:: Activity ::
Count, in the entries below, the lines in which "right" occurs. Give the number, nothing more.

*** Data for this exercise

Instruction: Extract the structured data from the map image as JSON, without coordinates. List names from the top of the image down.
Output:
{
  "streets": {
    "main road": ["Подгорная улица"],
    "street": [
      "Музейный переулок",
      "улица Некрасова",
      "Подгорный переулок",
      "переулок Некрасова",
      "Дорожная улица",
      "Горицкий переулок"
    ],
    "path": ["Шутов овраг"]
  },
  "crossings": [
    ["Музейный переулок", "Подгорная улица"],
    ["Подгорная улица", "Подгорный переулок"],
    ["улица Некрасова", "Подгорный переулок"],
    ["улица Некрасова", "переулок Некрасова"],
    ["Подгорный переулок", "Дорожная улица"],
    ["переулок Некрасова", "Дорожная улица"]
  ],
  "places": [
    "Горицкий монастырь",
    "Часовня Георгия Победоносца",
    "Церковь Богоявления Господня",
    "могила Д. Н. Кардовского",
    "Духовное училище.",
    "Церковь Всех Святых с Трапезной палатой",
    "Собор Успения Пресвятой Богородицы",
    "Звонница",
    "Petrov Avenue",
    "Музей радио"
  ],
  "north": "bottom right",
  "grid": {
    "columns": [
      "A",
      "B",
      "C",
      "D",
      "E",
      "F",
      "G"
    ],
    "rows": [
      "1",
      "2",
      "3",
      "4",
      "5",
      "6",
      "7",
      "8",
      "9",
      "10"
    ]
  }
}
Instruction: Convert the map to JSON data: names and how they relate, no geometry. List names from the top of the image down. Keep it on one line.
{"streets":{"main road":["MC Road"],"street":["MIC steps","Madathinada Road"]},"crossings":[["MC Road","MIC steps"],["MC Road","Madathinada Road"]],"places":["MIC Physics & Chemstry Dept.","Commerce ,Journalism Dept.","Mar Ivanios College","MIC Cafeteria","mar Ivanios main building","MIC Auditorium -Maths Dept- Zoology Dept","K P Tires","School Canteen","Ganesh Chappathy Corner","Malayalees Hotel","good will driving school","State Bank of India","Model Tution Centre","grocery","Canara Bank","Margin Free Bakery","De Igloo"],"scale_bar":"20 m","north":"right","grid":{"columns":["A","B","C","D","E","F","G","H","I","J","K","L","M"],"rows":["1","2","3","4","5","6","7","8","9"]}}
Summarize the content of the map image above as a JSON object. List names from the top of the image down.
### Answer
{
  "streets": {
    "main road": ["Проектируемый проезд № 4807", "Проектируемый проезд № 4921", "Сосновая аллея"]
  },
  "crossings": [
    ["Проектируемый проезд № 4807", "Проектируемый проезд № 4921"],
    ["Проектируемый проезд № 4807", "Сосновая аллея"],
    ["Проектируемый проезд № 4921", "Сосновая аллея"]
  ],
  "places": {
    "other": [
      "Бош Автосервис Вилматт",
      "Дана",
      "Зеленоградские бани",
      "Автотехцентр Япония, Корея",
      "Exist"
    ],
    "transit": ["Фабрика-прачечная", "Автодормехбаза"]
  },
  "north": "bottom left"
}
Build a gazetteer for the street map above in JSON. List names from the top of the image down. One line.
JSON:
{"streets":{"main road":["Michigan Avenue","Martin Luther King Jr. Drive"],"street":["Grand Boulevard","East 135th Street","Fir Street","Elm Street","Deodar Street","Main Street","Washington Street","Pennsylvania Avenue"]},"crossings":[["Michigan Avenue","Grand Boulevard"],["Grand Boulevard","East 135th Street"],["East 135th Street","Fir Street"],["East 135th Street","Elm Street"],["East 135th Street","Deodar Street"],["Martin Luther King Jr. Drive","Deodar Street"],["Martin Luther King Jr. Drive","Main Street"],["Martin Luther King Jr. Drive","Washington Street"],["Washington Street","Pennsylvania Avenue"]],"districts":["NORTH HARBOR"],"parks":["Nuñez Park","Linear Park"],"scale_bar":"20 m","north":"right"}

******

:: Task response ::
3